■ TASK PROMPT: Print the data that follows exactly as it stands, from its first line through the line containing "width:16px; height:16px; translate:-50%", and stop there.

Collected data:

• • • • •

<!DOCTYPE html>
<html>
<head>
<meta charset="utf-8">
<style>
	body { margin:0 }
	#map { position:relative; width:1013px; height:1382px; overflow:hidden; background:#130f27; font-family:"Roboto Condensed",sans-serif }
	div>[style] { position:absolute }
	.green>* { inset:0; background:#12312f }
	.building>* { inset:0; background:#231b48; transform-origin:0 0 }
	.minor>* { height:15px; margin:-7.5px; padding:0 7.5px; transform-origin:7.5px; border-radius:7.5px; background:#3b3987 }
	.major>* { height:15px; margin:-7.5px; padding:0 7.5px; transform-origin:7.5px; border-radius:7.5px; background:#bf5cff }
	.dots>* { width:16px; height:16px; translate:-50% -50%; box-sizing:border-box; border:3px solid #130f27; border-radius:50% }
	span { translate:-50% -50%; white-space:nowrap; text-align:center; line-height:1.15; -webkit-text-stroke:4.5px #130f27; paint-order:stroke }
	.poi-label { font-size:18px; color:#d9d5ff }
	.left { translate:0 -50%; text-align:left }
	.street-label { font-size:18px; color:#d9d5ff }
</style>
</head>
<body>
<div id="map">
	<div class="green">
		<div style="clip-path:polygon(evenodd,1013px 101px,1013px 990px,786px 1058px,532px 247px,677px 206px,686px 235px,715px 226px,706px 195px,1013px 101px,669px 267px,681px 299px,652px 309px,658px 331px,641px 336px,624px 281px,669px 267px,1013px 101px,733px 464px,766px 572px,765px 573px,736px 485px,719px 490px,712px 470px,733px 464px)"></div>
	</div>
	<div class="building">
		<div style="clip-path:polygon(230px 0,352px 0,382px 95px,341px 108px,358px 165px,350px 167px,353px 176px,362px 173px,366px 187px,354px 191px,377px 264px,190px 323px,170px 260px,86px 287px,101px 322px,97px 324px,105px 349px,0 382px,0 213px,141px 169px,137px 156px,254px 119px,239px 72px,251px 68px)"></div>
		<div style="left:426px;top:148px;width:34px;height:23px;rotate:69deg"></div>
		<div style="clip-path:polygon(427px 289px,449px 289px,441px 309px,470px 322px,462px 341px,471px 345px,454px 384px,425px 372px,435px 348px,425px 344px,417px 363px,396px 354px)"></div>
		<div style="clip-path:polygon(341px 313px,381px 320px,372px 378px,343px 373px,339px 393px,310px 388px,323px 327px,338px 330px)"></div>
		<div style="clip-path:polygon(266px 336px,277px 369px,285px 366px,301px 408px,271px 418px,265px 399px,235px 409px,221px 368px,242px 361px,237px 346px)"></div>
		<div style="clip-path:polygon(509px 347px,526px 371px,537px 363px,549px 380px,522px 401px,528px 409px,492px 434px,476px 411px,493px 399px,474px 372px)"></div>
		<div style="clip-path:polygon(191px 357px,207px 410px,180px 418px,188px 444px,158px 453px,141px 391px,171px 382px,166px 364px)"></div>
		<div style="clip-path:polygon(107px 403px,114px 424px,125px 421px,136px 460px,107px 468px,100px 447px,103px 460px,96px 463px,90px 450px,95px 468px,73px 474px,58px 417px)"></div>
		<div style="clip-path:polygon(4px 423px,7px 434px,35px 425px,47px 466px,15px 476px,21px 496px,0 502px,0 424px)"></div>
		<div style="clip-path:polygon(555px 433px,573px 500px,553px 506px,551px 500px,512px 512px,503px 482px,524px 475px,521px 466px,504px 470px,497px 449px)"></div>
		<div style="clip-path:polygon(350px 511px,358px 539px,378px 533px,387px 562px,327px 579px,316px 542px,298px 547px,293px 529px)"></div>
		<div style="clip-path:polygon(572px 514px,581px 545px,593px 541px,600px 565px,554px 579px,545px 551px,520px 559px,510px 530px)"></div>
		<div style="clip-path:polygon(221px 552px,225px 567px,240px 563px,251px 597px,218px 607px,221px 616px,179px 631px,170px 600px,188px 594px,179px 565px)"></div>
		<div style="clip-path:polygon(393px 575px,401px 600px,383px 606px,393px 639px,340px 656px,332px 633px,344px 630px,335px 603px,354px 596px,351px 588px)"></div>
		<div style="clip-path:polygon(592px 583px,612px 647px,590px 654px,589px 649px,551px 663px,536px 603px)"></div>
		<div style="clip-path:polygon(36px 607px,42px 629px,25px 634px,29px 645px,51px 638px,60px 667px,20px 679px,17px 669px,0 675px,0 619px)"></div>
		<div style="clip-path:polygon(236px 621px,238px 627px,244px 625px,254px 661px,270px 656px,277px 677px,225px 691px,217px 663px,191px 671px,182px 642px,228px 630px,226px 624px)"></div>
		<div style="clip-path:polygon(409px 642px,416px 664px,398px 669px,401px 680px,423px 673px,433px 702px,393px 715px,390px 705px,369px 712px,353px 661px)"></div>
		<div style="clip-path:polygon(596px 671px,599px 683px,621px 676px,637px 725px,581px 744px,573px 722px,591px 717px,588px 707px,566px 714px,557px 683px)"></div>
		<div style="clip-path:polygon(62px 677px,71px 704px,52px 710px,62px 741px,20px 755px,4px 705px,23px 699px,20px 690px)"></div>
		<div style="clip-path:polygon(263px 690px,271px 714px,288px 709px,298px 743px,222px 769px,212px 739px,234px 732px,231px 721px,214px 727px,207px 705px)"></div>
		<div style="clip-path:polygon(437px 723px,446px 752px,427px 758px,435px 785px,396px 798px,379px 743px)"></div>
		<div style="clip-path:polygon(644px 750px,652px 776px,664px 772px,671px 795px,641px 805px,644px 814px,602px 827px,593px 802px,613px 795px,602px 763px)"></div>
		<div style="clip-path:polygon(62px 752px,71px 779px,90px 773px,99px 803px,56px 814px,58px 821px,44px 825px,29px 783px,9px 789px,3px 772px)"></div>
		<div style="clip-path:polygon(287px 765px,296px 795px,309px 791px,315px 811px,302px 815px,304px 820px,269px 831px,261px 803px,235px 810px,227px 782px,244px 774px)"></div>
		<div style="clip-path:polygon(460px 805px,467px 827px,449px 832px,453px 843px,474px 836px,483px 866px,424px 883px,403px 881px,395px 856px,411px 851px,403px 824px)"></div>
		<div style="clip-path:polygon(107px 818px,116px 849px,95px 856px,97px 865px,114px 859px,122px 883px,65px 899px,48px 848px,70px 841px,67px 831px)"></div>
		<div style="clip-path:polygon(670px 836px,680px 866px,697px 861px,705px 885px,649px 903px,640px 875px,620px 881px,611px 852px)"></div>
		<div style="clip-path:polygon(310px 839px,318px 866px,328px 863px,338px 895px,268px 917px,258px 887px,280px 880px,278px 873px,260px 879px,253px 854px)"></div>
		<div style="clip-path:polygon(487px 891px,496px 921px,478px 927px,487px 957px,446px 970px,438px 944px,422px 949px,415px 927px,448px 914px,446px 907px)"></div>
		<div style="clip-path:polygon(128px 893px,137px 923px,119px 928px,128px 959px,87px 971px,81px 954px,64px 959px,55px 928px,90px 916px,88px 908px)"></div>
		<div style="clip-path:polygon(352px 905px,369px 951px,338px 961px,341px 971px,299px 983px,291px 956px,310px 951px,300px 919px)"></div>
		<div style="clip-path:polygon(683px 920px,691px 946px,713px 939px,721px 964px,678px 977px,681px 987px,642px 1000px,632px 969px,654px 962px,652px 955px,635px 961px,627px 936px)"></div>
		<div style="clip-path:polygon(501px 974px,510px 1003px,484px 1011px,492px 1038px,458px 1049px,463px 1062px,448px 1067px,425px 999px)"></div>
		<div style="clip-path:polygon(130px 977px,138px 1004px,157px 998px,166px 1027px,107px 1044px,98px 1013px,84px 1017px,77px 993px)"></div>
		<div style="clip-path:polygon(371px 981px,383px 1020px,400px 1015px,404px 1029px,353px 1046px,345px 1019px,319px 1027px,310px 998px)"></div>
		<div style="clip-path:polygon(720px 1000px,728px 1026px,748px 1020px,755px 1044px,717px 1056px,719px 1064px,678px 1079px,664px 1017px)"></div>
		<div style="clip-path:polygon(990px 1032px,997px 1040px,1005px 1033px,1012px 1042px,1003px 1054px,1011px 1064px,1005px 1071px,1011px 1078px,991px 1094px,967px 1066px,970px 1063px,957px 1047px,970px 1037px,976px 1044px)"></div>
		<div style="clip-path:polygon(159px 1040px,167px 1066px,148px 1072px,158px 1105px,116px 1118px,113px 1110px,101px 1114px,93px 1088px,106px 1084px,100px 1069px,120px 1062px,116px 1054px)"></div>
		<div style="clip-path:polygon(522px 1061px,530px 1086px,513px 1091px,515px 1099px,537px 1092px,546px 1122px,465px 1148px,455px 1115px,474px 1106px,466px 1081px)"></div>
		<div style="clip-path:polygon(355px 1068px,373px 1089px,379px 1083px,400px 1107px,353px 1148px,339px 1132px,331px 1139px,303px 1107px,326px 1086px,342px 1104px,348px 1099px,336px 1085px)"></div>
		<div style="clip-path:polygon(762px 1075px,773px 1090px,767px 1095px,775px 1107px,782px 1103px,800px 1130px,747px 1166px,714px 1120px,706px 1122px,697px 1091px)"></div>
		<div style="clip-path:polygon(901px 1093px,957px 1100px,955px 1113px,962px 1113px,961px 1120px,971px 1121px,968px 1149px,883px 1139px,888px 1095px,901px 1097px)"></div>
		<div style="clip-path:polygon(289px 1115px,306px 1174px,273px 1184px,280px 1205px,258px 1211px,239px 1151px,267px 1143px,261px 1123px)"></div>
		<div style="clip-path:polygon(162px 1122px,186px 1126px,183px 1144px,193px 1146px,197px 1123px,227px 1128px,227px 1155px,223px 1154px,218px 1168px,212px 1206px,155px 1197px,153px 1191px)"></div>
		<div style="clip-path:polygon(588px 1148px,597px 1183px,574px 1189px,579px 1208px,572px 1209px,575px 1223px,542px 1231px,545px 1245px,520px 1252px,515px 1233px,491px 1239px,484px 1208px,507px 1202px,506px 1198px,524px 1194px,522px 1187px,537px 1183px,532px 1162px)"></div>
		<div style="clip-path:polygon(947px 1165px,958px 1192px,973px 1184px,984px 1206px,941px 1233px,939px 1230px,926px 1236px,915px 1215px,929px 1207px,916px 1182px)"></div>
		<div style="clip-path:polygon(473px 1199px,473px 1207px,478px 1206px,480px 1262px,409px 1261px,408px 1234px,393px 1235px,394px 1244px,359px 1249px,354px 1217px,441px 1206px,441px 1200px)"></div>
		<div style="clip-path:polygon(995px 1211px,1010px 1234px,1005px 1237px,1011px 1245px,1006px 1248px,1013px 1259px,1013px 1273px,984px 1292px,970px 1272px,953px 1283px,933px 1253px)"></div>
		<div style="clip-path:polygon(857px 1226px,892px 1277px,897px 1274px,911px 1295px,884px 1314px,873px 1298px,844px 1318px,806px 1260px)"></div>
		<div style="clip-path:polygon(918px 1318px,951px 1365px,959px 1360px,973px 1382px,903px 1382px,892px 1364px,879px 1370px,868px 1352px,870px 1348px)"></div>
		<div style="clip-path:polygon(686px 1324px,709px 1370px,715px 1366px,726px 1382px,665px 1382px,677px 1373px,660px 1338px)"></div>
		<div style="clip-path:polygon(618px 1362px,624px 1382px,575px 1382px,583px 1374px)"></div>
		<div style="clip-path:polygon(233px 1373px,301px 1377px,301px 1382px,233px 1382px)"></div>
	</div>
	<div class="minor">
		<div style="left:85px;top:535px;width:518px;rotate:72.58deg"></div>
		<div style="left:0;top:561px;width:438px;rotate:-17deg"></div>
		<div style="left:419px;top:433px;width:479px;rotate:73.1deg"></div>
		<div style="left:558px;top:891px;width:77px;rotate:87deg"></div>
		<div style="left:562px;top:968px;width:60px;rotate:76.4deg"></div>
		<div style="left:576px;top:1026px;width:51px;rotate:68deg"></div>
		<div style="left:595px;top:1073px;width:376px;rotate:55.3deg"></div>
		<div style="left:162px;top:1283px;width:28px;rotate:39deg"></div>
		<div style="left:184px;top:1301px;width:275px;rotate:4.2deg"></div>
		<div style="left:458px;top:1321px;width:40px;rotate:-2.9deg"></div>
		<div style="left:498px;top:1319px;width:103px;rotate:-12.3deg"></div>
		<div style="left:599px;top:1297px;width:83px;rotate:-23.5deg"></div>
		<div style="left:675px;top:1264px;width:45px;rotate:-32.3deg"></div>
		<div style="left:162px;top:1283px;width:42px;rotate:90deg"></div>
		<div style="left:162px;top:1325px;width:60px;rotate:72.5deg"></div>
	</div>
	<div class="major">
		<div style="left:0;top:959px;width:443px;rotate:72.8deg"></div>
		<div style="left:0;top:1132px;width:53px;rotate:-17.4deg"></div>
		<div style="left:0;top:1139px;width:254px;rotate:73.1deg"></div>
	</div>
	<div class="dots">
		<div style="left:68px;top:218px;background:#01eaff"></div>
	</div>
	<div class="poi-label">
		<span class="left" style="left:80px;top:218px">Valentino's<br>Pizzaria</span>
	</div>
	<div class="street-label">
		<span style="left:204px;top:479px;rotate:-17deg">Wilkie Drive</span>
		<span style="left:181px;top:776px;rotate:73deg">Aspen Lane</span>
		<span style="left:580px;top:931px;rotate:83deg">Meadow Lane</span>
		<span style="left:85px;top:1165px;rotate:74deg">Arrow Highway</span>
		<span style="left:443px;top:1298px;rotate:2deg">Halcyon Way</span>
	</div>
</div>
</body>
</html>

• • • • •

■ TASK RESPONSE:
<!DOCTYPE html>
<html>
<head>
<meta charset="utf-8">
<style>
	body { margin:0 }
	#map { position:relative; width:1013px; height:1382px; overflow:hidden; background:#130f27; font-family:"Roboto Condensed",sans-serif }
	div>[style] { position:absolute }
	.green>* { inset:0; background:#12312f }
	.building>* { inset:0; background:#231b48; transform-origin:0 0 }
	.minor>* { height:15px; margin:-7.5px; padding:0 7.5px; transform-origin:7.5px; border-radius:7.5px; background:#3b3987 }
	.major>* { height:15px; margin:-7.5px; padding:0 7.5px; transform-origin:7.5px; border-radius:7.5px; background:#bf5cff }
	.dots>* { width:16px; height:16px; translate:-50% -50%; box-sizing:border-box; border:3px solid #130f27; border-radius:50% }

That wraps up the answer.